Google DeepMind just dropped its blueprint for measuring progress toward artificial general intelligence. The AI research lab unveiled a cognitive framework designed to evaluate AGI capabilities—and it's inviting the developer community to help build the benchmarks through a new Kaggle hackathon. The move comes as the industry races toward increasingly powerful AI systems without clear standards for what AGI actually means or how to measure it.
Google DeepMind is taking a swing at one of AI's biggest open questions: how do we actually know when we're getting close to artificial general intelligence? The answer, according to research scientist Ryan Burnell and the DeepMind team, starts with a cognitive framework that breaks AGI evaluation into measurable components.

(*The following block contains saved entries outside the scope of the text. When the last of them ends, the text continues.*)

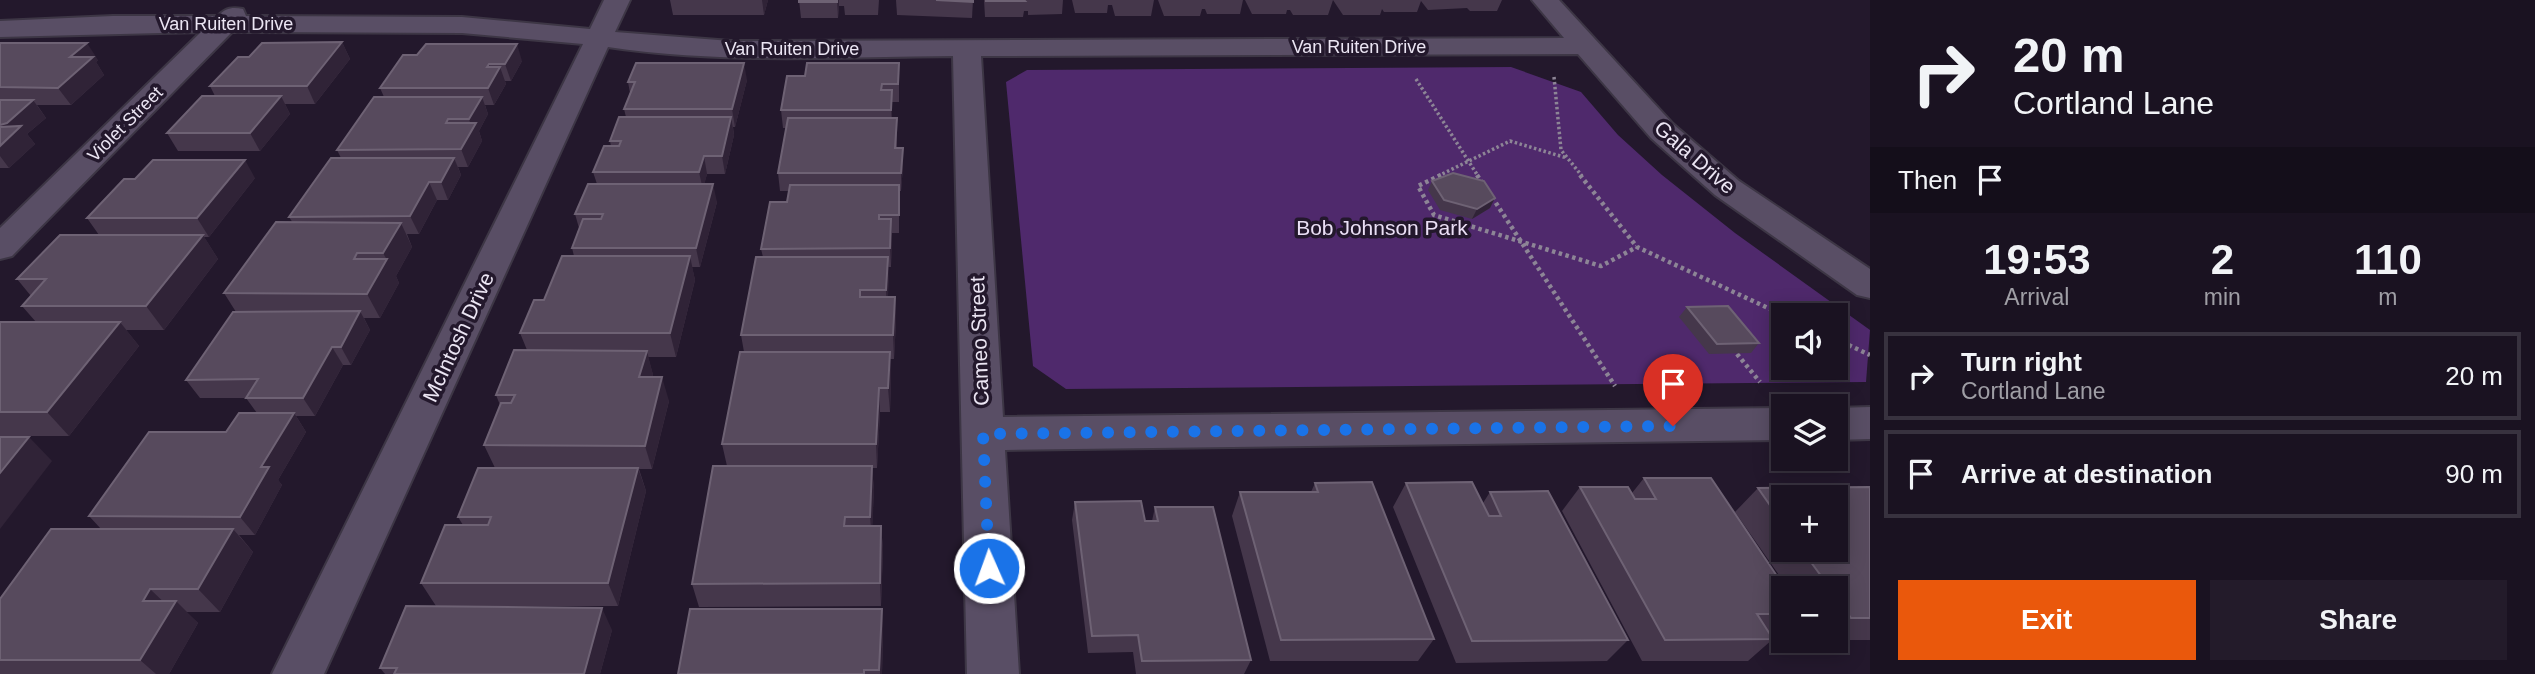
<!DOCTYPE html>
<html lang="en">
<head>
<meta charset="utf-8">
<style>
	:root { --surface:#1a1221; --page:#231b2a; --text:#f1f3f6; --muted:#9f9ea5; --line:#38323f; --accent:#ea580c }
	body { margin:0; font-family:Arial,sans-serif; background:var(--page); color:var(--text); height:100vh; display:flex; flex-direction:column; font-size:26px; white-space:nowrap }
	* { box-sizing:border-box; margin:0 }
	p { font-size:23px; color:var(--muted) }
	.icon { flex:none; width:38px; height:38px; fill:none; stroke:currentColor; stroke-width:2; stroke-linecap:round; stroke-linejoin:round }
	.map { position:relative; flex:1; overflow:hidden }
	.details { display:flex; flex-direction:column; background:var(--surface); width:665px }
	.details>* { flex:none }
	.guide { background:#1a1221; color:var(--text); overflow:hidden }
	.controls { position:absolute; left:1771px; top:303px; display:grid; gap:14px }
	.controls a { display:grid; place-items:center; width:77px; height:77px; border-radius:0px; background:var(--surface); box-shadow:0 4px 18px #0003,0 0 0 2px var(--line); font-size:35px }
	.pin { position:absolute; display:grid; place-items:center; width:60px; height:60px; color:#fff; margin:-72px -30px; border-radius:50% 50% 50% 0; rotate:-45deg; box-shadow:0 0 7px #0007 }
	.pin .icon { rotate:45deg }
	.me { position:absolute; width:77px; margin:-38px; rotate:358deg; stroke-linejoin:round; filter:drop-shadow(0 0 5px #0008) }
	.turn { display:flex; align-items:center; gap:24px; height:147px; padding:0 28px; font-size:32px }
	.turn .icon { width:91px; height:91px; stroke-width:2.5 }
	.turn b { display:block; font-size:49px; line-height:60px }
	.then { display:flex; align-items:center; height:66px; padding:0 28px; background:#0003; gap:14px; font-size:26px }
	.eta { display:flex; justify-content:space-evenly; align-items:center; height:119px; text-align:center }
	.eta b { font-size:42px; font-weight:800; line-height:49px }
	.button { display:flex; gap:14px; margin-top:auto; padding:14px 28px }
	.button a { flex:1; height:80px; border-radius:0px; background:var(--accent); color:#fff; font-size:28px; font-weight:800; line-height:80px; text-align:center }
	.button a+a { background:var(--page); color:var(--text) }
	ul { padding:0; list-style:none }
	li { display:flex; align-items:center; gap:21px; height:88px; margin:0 14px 10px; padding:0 14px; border:4px solid var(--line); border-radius:0px }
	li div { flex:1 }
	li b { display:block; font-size:26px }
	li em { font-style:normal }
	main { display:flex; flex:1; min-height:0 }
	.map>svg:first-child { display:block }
</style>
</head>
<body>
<main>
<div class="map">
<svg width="1870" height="674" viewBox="0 0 1870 674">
	<rect width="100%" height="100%" fill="#23182c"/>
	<path fill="#4f296c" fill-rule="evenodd" d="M1511 67 1581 92 1618 135 1662 175 1735 233 1870 330 1866 382 1066 389 1033 366 1006 82 1027 70ZM1783 315H1836V368H1783Z"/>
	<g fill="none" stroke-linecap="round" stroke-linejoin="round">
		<g stroke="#3d3645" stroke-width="4">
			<g id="minor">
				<path d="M604 0H630L615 32 731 41 1564 38 1532 0H1559L1673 124 1739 181 1870 269V298L1857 295 1715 195 1651 138 1578 54 981 56 1003 417 1783 408V440L1005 450 1019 674H967L953 56C839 57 722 64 608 47L324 674H272L583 44 462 33 232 32 12 256 0 259V228L201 32 0 37V21L113 16H218C226 8 232 7 243 9L246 16 462 17 590 29Z"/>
				<polygon points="1870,407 1870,439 1836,440 1836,408"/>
			</g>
		</g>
		<g stroke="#8d8596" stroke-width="3.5" stroke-dasharray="2.5 2.5" stroke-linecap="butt">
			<polyline points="1554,77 1561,150 1582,176"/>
			<polyline points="1416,79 1478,176"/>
			<polyline points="1438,176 1510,141 1567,158"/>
		</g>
		<g stroke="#8d8596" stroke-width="4.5" stroke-dasharray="3.5 3.5" stroke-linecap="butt">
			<polyline points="1441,175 1418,186 1434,215 1601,266 1637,247"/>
			<polyline points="1477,175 1483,184"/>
			<polyline points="1580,175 1637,247 1783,315"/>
			<polyline points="1492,197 1615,386"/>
			<polyline points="1836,339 1870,355"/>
			<polyline points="1737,354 1760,382"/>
		</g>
		<use href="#minor" fill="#594e65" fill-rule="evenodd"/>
	</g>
	<g fill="#45374b" fill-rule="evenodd">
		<polygon points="670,0 768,0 764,15 673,15"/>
		<polygon points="799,0 879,0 878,15 845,15 844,6 839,6 838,18 801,18"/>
		<polygon points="896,0 973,0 972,18 897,15"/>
		<polygon points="984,0 1063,0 1062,14 1028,15 1028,11 1024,11 1023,17 985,17"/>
		<polygon points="1072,0 1154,0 1151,16 1115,16 1112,5 1108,5 1107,13 1075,13"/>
		<polygon points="1158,0 1243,0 1240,14 1207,14 1205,9 1202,9 1200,16 1164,16"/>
		<polygon points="1245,0 1333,0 1328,15 1293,15 1290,10 1287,10 1286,14 1252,14"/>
		<polygon points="1333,0 1502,0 1497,11 1470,11 1467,8 1428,10 1421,1 1417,12 1384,12 1382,9 1380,15 1343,15"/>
		<polygon points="342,42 350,59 315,104 285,104 290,114 260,151 178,151 167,133 215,96 210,86 249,57"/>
		<polygon points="0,43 98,60 96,62 104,75 71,105 37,105 46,118 27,134 35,144 9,168 0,168"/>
		<polygon points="403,55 522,61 511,81 505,81 506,84 494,105 485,105 488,114 479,131 482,141 468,167 458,167 461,175 448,200 437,200 419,234 407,234 412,247 396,276 399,283 380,318 364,318 370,330 351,365 343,365 315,416 296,416 306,432 278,480 282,485 255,535 239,535 253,552 220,612 186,612 198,623 169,674 0,674 0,599 101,529 89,516 257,413 246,398 200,398 186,380 236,312 224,293 293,223 289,217 341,158 337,150 384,97 380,88"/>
		<polygon points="747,80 735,127 733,127 734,135 725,174 707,174 704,184 717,202 700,267 692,267 695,280 676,357 648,357 653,375 653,377 669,401 652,469 639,469 646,491 618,606 436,606 421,583 463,525 458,517 495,468 484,445 500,405 496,395 527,350 520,333 574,256 572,248 579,228 575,214 597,184 593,172 611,146 610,141 626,117 624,109 630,93 628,82"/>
		<polygon points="899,80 899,102 892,102 892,118 897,118 897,148 903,166 901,191 899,191 899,233 892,233 891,267 888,267 888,297 895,297 896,321 894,359 890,359 891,376 890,412 880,412 877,468 872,468 874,490 872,526 881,526 883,549 881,606 699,607 692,584 727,466 722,444 744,352 741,335 763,257 761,249 787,202 789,191 780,191 778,173 786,128 783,128 781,110"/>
		<polygon points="255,178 209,237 204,237 218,259 164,330 126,330 139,346 69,436 0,436 0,322 36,322 22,306 31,296 17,279 99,235 87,218"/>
		<polygon points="1432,181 1490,208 1472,219 1440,210 1428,190"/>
		<polygon points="1687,307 1759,343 1751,353 1709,354 1679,317"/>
		<polygon points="1644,478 1783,588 1783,630 1777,636 1771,636 1773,639 1748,661 1642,661 1562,511 1580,487 1632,493"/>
		<polygon points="1315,483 1434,639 1418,661 1270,661 1232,516 1240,492 1311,492"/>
		<polygon points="1406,483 1483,503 1490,492 1628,640 1607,661 1456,663 1393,507"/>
		<path d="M1870 487V640H1836V588H1788L1735 512 1758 488ZM1783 497 1836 550H1783Z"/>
		<polygon points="1075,502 1145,521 1152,521 1155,507 1251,660 1244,674 1136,674 1133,652 1088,653 1072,520"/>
		<polygon points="882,609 883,631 882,674 678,674"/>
		<polygon points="612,630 600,674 385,674 380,668"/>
	</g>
	<g fill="#302337">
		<polygon points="762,0 768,0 764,15"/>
		<polygon points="837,0 839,0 839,6 838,18"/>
		<polygon points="342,42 350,59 315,104 307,86"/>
		<polygon points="87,43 98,60 96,62 104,75 71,105 58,88 70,57"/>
		<polygon points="517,44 522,61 511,81 505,64"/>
		<polygon points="744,63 747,80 735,127 732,109"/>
		<polygon points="489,64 494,78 500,67 506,84 494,105 488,88 487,67"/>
		<polygon points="892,90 892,107 891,128 891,110"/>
		<polygon points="281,96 290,114 260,151 250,133"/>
		<polygon points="482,97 488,114 479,131 482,141 468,167 461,149 472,129 469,119"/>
		<polygon points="33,100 46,118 27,134 35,144 9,168 0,156 0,125"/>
		<polygon points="731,117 734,135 725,174 722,156"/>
		<polygon points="903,148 903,166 901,191 901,173"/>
		<polygon points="704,156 707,174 703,190 699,172"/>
		<polygon points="454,158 461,175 448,200 441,182"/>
		<polygon points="245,160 255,178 209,237 197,218"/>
		<polygon points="429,182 437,200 419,234 410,216"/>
		<polygon points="713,184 717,202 700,267 696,248"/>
		<polygon points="1495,198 1490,208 1472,219 1477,209"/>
		<polygon points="891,219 892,237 891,267 890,248"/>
		<polygon points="401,223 412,247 396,276 399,283 380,318 367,294 387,260 383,253"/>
		<polygon points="203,235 218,259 164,330 146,306"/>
		<polygon points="690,256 695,280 676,357 670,333"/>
		<polygon points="888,257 889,281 887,314 886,290"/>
		<polygon points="895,297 896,321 894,359 893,335"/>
		<polygon points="360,311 370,330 351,365 341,347"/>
		<polygon points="120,322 139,346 69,436 47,412"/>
		<polygon points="332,347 343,365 315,416 303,398"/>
		<polygon points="647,351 653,375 646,401 639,377"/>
		<polygon points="890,352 891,376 890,412 888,388"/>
		<polygon points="662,377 669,401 652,469 645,446"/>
		<polygon points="879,388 880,412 877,468 876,444"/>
		<polygon points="294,413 306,432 278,480 282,485 255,535 240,517 261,467"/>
		<polygon points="29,437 52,461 0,529 0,473"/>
		<polygon points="872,466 874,490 872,540 870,517"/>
		<polygon points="638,468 646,491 618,606 608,583"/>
		<polygon points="881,526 883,549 881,606 880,583"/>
		<polygon points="233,529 253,552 220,612 198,589"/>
		<polygon points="150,589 171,609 176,601 198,623 169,674 156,674 140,660 143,601"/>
		<polygon points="602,608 612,630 600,674 584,674"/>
		<polygon points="882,609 883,631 882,674 880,674"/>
	</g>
	<g fill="#574a5d" stroke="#6e6274" stroke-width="2">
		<rect x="799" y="0" width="38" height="2"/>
		<polygon points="936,0 973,0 973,2"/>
		<polygon points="986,0 1024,0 1025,1 986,1"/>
		<polygon points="342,42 307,86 210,86 238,57 249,57 262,43"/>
		<polygon points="0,43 87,43 70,57 93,57 58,88 0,87"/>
		<polygon points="426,44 517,44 505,64 489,64 487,67 500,67 488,88 380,88 403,55 417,55"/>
		<polygon points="636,63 744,63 732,109 624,109 635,82 628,82"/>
		<polygon points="807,63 899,63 898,84 882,84 881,90 892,90 891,110 781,110 787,76 805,76"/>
		<polygon points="202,96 281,96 250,133 167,133"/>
		<polygon points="374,97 482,97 469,119 448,119 446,123 476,123 461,149 337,150"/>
		<polygon points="0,100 33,100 7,123 0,125"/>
		<polygon points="619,117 731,117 722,156 704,156 699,172 593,172 604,146 619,146 621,141 610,141"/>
		<polygon points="788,118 897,118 895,148 903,148 901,173 778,173"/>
		<polygon points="21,126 0,146 0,127"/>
		<polygon points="331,158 454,158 441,182 429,182 410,216 289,217"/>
		<polygon points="153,160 245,160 197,218 87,218 124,179 135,179"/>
		<polygon points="1453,173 1484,181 1495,198 1477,209 1444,200 1432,181"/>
		<polygon points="588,184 713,184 696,248 572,248 583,219 601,219 603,214 575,214"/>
		<polygon points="790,185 899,185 899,215 879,215 879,219 891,219 890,248 761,249 770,202 787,202"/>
		<polygon points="276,222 401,223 383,253 357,253 354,259 387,259 367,294 224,293"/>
		<polygon points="60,235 203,235 146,306 22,306 46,279 17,279"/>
		<polygon points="562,256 690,256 670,333 520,333 534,300 544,300"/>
		<polygon points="756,257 888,257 886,290 860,290 860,297 895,297 893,335 741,335"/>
		<polygon points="1728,306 1759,343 1717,344 1687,307"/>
		<polygon points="360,311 341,347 332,347 303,398 246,398 258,379 186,380 233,312"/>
		<polygon points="0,322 120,322 47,412 0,412"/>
		<polygon points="514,350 647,351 639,377 662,377 645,446 484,445 501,403 511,403 515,395 496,395"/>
		<polygon points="740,352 890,352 888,388 879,388 876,444 722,444"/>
		<polygon points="239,413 294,413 261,467 269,467 240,517 89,516 149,432 226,432"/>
		<polygon points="0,437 29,437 0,473"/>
		<polygon points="713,466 872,466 870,517 845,517 844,526 881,526 880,583 692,584"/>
		<polygon points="478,468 638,468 608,583 421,583 445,525 488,525 491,517 458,517"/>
		<polygon points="1644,478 1711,478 1785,588 1783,588 1783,614 1757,614 1773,639 1665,640 1580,487 1628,487 1635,499 1656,499"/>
		<polygon points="1372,482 1434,639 1281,640 1240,492 1318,492 1315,483"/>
		<polygon points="1472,482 1489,516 1501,516 1490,492 1548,491 1628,640 1472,641 1406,483"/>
		<polygon points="1870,487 1870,618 1851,618 1836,597 1836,588 1830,588 1802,550 1836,550 1836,497 1783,497 1783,524 1758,488"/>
		<polygon points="1141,501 1145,521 1158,521 1155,507 1213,507 1251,660 1142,661 1138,635 1092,636 1075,502"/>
		<polygon points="51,529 233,529 198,589 150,589 143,601 176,601 140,660 0,660 0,599"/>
		<polygon points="406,606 602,608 584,674 394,674 397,668 380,668"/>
		<polygon points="690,609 882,609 879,670 864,670 864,674 678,674"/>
	</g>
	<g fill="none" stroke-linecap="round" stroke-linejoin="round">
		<polyline stroke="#1a73e8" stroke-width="12" stroke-dasharray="0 21.6" points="989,568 983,434 1673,426"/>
	</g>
	<g text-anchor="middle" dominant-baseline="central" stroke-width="7" stroke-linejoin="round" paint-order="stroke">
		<g font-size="18" fill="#ebe5f3" stroke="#23182c">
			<text x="226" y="24">Van Ruiten Drive</text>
			<text x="1359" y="47">Van Ruiten Drive</text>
			<text x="792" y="49">Van Ruiten Drive</text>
			<text transform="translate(125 124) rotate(-45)">Violet Street</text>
		</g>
		<g font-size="21" fill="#ebe5f3" stroke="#23182c">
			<text transform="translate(1695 157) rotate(41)">Gala Drive</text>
			<text transform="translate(458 337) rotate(-65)">McIntosh Drive</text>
			<text transform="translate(979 341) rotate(-92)">Cameo Street</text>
		</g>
		<g font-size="21" fill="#eadff5" stroke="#23182c">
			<text x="1382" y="227">Bob Johnson Park</text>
		</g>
	</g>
</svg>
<div class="controls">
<a><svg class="icon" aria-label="sound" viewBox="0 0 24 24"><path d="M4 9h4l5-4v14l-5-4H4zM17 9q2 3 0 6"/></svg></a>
<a><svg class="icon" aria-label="layers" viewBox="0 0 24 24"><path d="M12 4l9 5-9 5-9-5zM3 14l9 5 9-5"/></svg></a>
<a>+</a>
<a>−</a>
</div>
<div class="pin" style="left:1673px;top:426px;background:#d93025"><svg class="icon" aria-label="arrive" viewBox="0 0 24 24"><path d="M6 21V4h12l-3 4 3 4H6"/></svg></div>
<svg class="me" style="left:989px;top:568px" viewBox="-20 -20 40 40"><circle r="17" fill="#1a73e8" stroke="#fff" stroke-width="3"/><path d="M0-11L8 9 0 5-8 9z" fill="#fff"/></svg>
</div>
<section class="details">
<div class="guide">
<div class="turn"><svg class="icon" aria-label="right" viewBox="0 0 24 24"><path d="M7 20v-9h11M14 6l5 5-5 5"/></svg><div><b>20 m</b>Cortland Lane</div></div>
<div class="then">Then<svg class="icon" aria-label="arrive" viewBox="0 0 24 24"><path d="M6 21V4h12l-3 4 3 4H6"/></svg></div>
</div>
<div class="eta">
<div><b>19:53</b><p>Arrival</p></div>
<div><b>2</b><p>min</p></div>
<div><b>110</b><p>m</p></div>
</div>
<ul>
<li><svg class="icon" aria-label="right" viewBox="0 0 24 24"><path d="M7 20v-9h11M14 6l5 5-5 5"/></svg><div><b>Turn right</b><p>Cortland Lane</p></div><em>20 m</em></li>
<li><svg class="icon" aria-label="arrive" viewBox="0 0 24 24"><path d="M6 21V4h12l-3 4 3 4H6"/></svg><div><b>Arrive at destination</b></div><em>90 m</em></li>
</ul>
<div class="button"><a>Exit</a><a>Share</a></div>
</section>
</main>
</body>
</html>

The framework represents a significant shift in how the industry thinks about AGI progress. Instead of vague predictions about when machines will match human intelligence, DeepMind's approach focuses on specific cognitive capabilities that can be tested and tracked over time. It's less about the sci-fi singularity and more about rigorous, testable benchmarks.
But Google isn't building this measurement system alone. The company announced it's launching a hackathon on Kaggle—the data science competition platform Google acquired back in 2017—to crowdsource benchmark development. Developers and researchers can now submit their own tests for evaluating AI capabilities across the cognitive framework's various dimensions.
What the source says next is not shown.